Pok­ing around near­by Sou­da, we found the metic­u­lous­ly main­tained Com­mon­wealth War Ceme­tery. Crete played a strate­gic role in the Mediter­ranean the­atre of World War II. Com­mon­wealth forces tried to defend it against a mas­sive Germn assault, but where forced out with heavy casu­al­ties. After the war, bod­ies were care­ful­ly hunt­ed out, and re-buried in this spot, over­look­ing Sou­da Bay. About a third of the graves are uniden­ti­fied. Of the remain­der, the largest num­ber are New Zealan­ders. I found a few Cana­di­ans, all RCAF airmen.

A Turk­ish cas­tle con­trol­ling a pass in the West Crete interior.

Hania pre­serves most of the Venet­ian her­itage of the island. The old har­bour has exten­sive Venet­ian-built for­ti­fi­ca­tions and a lot of Ital­ianate archi­tec­ture. There’s also crum­bling mosque from the Ottoman peri­od, and minaret from a large one no longer extant. The cen­tral mar­ket place pro­vid­ed us with a stock­pile of food. The taste in Crete is for sweet things —- there’s superb ice cream every­where. But bread is anoth­er mat­ter. Some­time in the Neolith­ic, I sur­mise, a boat-load of hard, stale bread must have reached Crete from Lebanon, and ever since then, that’s how Cre­tans have assumed bread should be. There’s a bak­ery in every vil­lage pro­duc­ing a hun­dred vari­eties of hard, crunchy bread, but soft bread is impos­si­ble to find. How­ev­er, the same bak­ers pro­duce won­der­ful flaky spinach, sweet cream, veg­etable, and cheese pies, as well as excel­lent pas­tries. At a remote moun­tain stop, we had a mar­vel­lous orange pie.

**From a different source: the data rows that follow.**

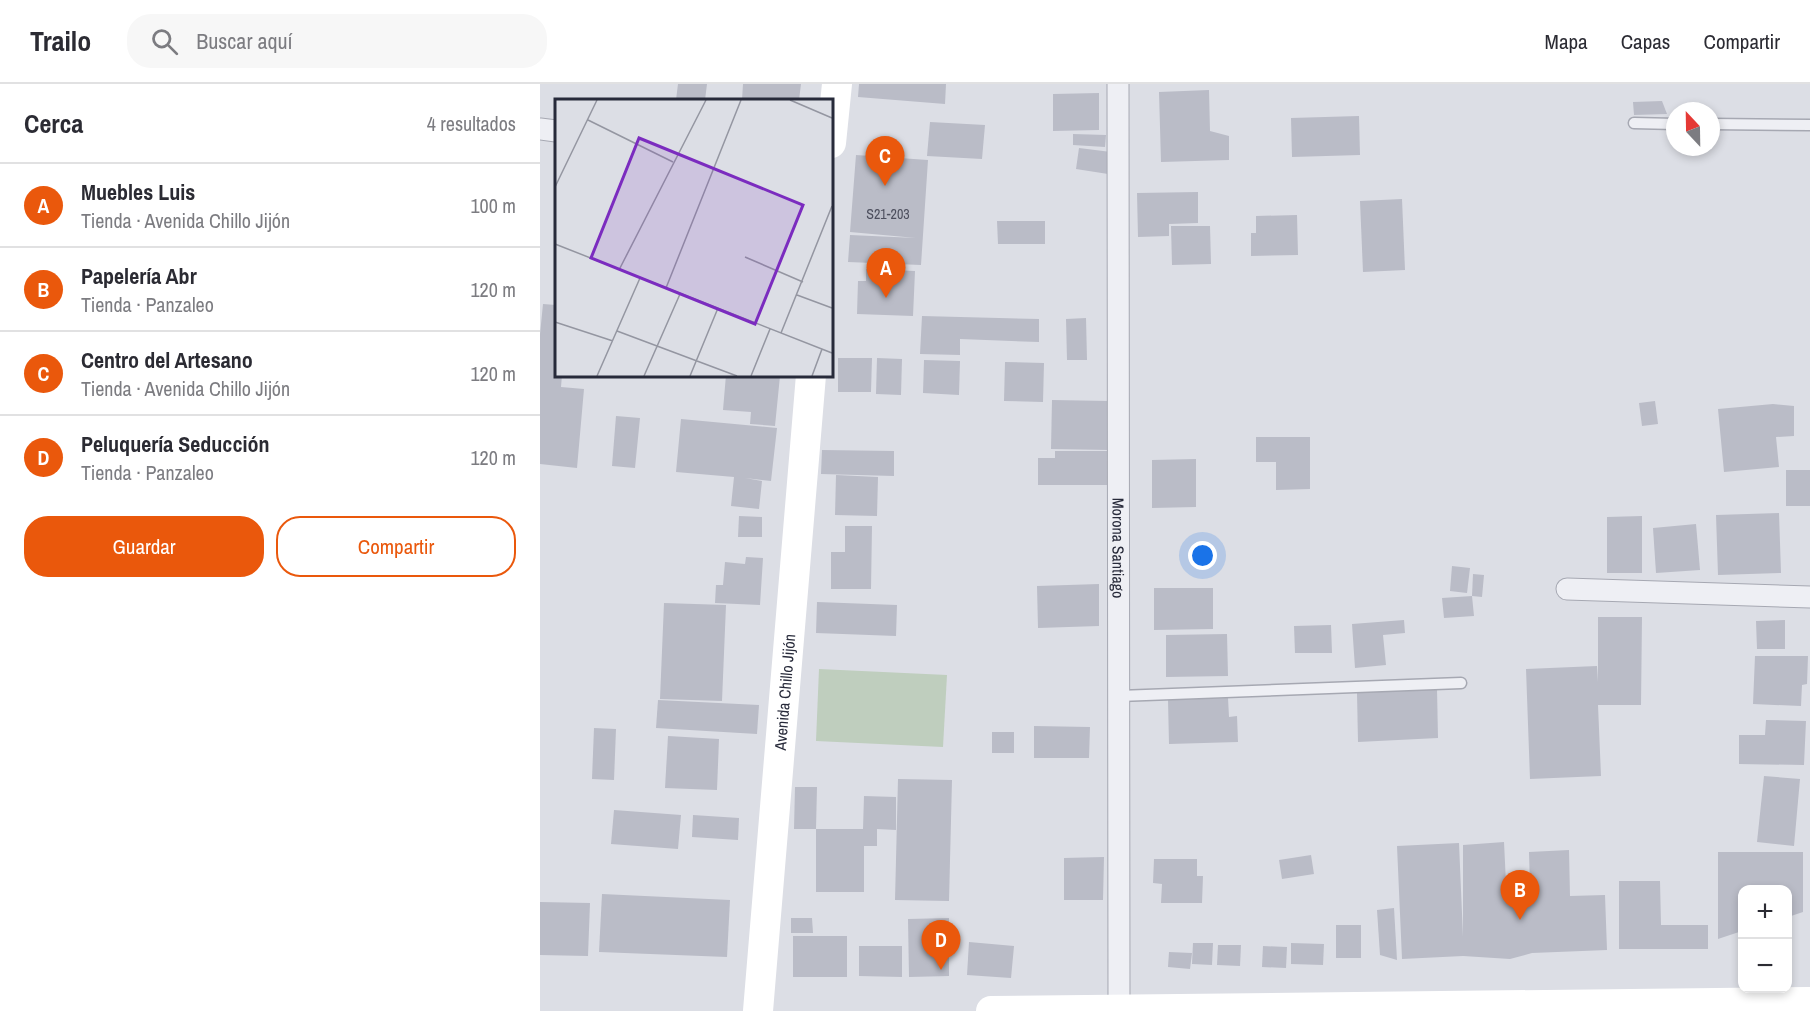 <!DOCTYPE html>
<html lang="es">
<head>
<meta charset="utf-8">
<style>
  :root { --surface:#fff; --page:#f7f7f7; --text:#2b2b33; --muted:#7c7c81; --line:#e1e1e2; --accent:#ea580c }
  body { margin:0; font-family:"Archivo Narrow",sans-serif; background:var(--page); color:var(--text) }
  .controls { position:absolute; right:18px; bottom:18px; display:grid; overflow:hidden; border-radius:12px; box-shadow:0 3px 9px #0003 }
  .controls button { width:54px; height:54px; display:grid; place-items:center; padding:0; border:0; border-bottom:2px solid var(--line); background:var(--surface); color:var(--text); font:30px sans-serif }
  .compass { position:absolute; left:1126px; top:18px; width:54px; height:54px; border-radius:50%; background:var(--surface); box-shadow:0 3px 9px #0003; rotate:338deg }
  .you { position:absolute; left:663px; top:472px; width:21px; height:21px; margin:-15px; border:4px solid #fff; border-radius:50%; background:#1a73e8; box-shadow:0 0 0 9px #1a73e833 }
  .badge { display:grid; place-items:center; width:39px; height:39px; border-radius:50%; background:var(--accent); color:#fff; font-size:20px; font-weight:700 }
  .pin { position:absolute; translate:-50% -50px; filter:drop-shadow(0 2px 3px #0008) }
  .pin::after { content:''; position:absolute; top:32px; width:21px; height:18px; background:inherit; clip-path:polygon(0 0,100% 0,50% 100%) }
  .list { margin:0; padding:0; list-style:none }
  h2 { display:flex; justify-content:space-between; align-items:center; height:78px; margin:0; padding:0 24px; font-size:26px }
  h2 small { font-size:20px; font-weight:400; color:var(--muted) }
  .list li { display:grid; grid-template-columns:39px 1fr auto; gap:18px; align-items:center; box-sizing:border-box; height:84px; padding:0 24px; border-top:2px solid var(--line) }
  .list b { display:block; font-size:22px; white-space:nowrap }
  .list p { margin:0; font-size:20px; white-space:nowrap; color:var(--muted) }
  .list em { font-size:20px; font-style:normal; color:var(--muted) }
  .actions { display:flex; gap:12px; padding:18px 24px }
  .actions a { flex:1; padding:14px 0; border:2px solid var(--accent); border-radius:24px; text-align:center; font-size:21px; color:var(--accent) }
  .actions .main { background:var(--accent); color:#fff }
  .icon { flex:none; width:33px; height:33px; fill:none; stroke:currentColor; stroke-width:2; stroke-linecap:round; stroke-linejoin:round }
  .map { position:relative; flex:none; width:1270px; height:927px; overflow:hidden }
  header { display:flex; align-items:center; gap:36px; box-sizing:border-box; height:84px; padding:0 30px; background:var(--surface); border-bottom:2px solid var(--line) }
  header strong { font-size:28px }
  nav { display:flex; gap:33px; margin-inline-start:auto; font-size:21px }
  .search { width:420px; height:54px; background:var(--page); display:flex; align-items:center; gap:15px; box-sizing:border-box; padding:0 21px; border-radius:24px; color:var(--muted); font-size:22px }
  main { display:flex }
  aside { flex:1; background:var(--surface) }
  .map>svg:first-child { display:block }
</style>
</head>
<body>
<header>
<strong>Trailo</strong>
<div class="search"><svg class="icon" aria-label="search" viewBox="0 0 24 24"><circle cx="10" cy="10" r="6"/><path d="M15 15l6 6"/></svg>Buscar aquí</div>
<nav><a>Mapa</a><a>Capas</a><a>Compartir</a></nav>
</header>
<main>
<aside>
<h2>Cerca<small>4 resultados</small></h2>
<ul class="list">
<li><span class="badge">A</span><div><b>Muebles Luis</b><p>Tienda · Avenida Chillo Jijón</p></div><em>100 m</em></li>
<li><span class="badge">B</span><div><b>Papelería Abr</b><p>Tienda · Panzaleo</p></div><em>120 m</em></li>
<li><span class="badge">C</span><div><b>Centro del Artesano</b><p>Tienda · Avenida Chillo Jijón</p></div><em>120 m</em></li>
<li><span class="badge">D</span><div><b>Peluquería Seducción</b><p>Tienda · Panzaleo</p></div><em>120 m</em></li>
</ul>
<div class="actions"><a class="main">Guardar</a><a>Compartir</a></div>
</aside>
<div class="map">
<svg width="1270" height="927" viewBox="0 0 1270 927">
  <rect width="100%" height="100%" fill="#dcdee5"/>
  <path fill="#bfcebe" d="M279,585L407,591L403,663L276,657Z"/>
  <g fill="#babcc7">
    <path d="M138,0H167L165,16H136Z"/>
    <path d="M203,0H261L259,16H202Z"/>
    <path d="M319,0H406L405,20L318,13Z"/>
    <path d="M669,6L670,47L689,52V76L621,78L619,8Z"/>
    <path d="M559,9V46L513,47V10Z"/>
    <path d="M1122,17L1127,30L1094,31L1093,18Z"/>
    <path d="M819,32L820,71L752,73L751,34Z"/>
    <path d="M390,38L445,41L442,75L387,72Z"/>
    <path d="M533,50L566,51L565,63L533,61Z"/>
    <path d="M539,64L571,68L568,90L536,85Z"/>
    <path d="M316,71L388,76L381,181L308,178L310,151L376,154L310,148Z"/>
    <path d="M658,108V139L629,140V152L598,153L597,109Z"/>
    <path d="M862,115L865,186L823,188L820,117Z"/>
    <path d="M757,131L758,171L711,172V149H716V132Z"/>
    <path d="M457,137H505V160H458Z"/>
    <path d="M631,142H670L671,180L632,181Z"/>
    <path d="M326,185L375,187L373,232L317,230L318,197H326Z"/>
    <path d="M3,220L16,221V291H22L21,303L44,305L37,384L0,380V250Z"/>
    <path d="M382,232L499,235V258L420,255V271L380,270Z"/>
    <path d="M546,234L547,276H527L526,235Z"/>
    <path d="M298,274H332L331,308H298Z"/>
    <path d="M337,274L362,275L361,311L336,310Z"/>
    <path d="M384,276L420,277L419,311L383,309Z"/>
    <path d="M465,278L504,279L503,318L464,317Z"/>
    <path d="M186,291L240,292L235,342L210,340L211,328L183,326Z"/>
    <path d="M512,316L570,317L569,366L511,365Z"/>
    <path d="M1115,317L1118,340L1102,342L1099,319Z"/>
    <path d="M1233,320L1254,322V352L1236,353L1239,383L1184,388L1178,325Z"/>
    <path d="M76,332L100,334L95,384L72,382Z"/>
    <path d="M141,335L237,344L231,397L205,394L222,397L219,425L191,422L194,393L136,388Z"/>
    <path d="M716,353H770V405L736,406V378H716Z"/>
    <path d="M282,366L354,367V392L281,390Z"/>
    <path d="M515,367H572L571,401H498V374H515Z"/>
    <path d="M656,375V423L612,424V376Z"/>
    <rect x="1246" y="386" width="24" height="36"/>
    <path d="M296,391L338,393L337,432L295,431Z"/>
    <path d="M1239,429L1241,489L1178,491L1176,431Z"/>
    <path d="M199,432L222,433V453H198Z"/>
    <path d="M1102,432V489H1067V433Z"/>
    <path d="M1156,440L1160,486L1116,489L1113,444Z"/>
    <path d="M305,442H332L331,505H291V468H305Z"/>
    <path d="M206,473L223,474L220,521L175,519L176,501H183L185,478L205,480Z"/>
    <path d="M912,482L930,484L927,509L910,507Z"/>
    <path d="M933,490L944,491L942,513L932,512Z"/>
    <path d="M559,500V542L498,544L497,502Z"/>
    <path d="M614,504H673V545L614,546Z"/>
    <path d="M932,512L934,532L904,534L902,514Z"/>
    <path d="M277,518L357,521L356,552L276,549Z"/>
    <path d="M124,519L186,521L182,617L120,615Z"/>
    <path d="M1058,533H1102L1101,621H1058L1061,692L990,695L986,585L1057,582L1058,598Z"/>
    <path d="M864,536L865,549L843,551L846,581L815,584L812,540Z"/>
    <path d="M1245,536V565H1217L1216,537Z"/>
    <path d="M791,541L792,569H755L754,542Z"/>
    <path d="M687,550L688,592L626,593V551Z"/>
    <path d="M1215,572H1268L1267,600L1262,601L1261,622L1213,620Z"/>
    <path d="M897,605L898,654L818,658L817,609Z"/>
    <path d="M688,614L689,633L697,632L698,658L629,660L628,616Z"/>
    <path d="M118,616L219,621L217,650L116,644Z"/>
    <path d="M1226,636L1266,637L1264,681L1199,680V651H1225Z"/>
    <path d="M494,642L550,643L549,674H494Z"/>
    <path d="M54,644L76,645L74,696L52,695Z"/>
    <rect x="452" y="648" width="22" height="21"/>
    <path d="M128,652L179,655L177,706L125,704Z"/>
    <path d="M1224,692L1260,695L1254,762L1217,758Z"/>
    <path d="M358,695L412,696L409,817L355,816Z"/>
    <path d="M255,703H277L276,745H254Z"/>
    <path d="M324,712L356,713V746L337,745V762H324V808H276V745H323Z"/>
    <path d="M74,726L141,731L138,765L71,760Z"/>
    <path d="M153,731L199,734L198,756L152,753Z"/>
    <path d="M964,758L967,820V803H990L989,768L1029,766L1030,812L1065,811L1067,866L992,869L970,875L923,872L862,875L857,762L919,759L923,853V761Z"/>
    <path d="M1178,768H1263V828L1248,833V806H1202V847L1178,855Z"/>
    <path d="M771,771L774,790L742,795L739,776Z"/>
    <path d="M564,773L563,816H524V774Z"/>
    <path d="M614,775H657V792H663L662,819H621L622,800L613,799Z"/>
    <path d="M1079,797H1120L1121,841H1168V865H1079Z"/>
    <path d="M62,810L190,816L187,873L59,868Z"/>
    <path d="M0,818L50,819L48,872L0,871Z"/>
    <path d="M854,824L857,876L840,871L837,826Z"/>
    <path d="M251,834H272L273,849H251Z"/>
    <path d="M409,834V892L369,893L368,835Z"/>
    <rect x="796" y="841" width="25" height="33"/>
    <rect x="253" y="852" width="54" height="41"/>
    <path d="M429,858L474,862L471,894L427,891Z"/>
    <path d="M653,859H673L672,881L652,880Z"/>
    <path d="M751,859L784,860L783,881L751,880Z"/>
    <path d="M678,861H701L700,882L677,881Z"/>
    <path d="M319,862H362V893L319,892Z"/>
    <path d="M723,862L747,863L746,884L722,883Z"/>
    <path d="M629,868L652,869L650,885L628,883Z"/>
  </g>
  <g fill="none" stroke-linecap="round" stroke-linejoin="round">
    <defs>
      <g id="lane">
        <path d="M1094,39L1135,40"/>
        <path d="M1171,40L1270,41"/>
        <path d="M579,612L921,599"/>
      </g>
      <g id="street">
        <path id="s1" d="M578,0L579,926"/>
        <path d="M0,45L16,47"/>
        <path d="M1027,505L1270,513"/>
      </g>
    </defs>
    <use href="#lane" stroke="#a6a8b2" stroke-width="13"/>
    <use href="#street" stroke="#a6a8b2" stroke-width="23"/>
    <use href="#lane" stroke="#eeeff4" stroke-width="10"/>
    <use href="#street" stroke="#eeeff4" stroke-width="21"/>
    <g stroke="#fff" stroke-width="30">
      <path d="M291,59L297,0"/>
      <path id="s2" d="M218,927L271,291"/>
      <path d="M451,927L1270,918"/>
    </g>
  </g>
  <g text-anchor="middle" stroke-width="5" stroke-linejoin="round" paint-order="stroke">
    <g font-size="14" fill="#4c4e5d">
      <text x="348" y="135">S21-203</text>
    </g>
    <g font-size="16" fill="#272a3a" stroke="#ebedf3">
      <text dy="6" stroke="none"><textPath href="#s1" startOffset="464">Morona Santiago</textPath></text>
      <text dy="6" stroke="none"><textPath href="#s2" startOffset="320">Avenida Chillo Jijón</textPath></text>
    </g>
  </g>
  <g transform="translate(15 15)">
    <rect width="278" height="278" fill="#dcdee5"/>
    <path fill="none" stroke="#9496a1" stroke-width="1.5" d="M235,1L277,19M33,21L118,63M0,88L42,1M0,145L277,254M190,158L248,183M64,171L151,1M111,189L186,1M242,196L277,209M0,223L58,242M62,232L182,277M226,234L277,107M42,277L85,179M89,277L125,195M135,277L163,209M196,277L215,230M257,277L267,250"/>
    <path fill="#7b2cbf" fill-opacity="0.15" stroke="#7b2cbf" stroke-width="3" d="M84,39L248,106L200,225L36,159Z"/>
    <rect width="278" height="278" fill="none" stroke="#272a3a" stroke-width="3"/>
  </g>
</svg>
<div class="controls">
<button>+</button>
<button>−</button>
</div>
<svg class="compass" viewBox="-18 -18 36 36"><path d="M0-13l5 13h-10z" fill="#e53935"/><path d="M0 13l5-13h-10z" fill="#7c7c81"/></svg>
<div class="you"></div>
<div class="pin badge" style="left:346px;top:214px">A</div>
<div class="pin badge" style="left:980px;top:836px">B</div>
<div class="pin badge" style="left:345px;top:102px">C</div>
<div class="pin badge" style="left:401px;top:886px">D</div>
</div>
</main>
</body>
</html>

Leav­ing Hania, our plan was to dri­ve through the back­roads until sun­set approached, and find some­place to sleep. In this cli­mate, a flat space and a sleep­ing bag is all you need to kip down. But find­ing a flat space is no small achieve­ment. This must be the bump­i­est, gorgi­est, crag­gi­est, most irreg­u­lar place on the plan­et. Anoth­er chal­lenge is find­ing any place that isn’t overun with sheep and goats. But every vil­lage seems to have a lit­tle chapel, neat­ly main­tained, sur­round­ed by graves, and walled off to keep out the live­stock. There are also many such chapels along unin­hab­it­ed roads, on remote crags, and on moun­tain peaks. Each has its icons and votive can­dles. The chapels have no human pres­ence most of the time. We found an unob­trussive out­side the vil­lage of Gre­go­rio, and slept through the night with­in its precinct, sur­rouned by the dead.

The labyrinthine land­scape of West Crete.

But this was only after wind­ing through a land­scape yet more com­plex than all we had seen before. My lit­tle cam­er­a’s bat­tery was exhaust­ed by this point, and there are, at most, two or three more snaps possible.

The moon is full and bright. The dead here are not buried, but encased in above-ground sar­copha­gi, with pho­tos attached. The faces of the elders stare at us as we sleep.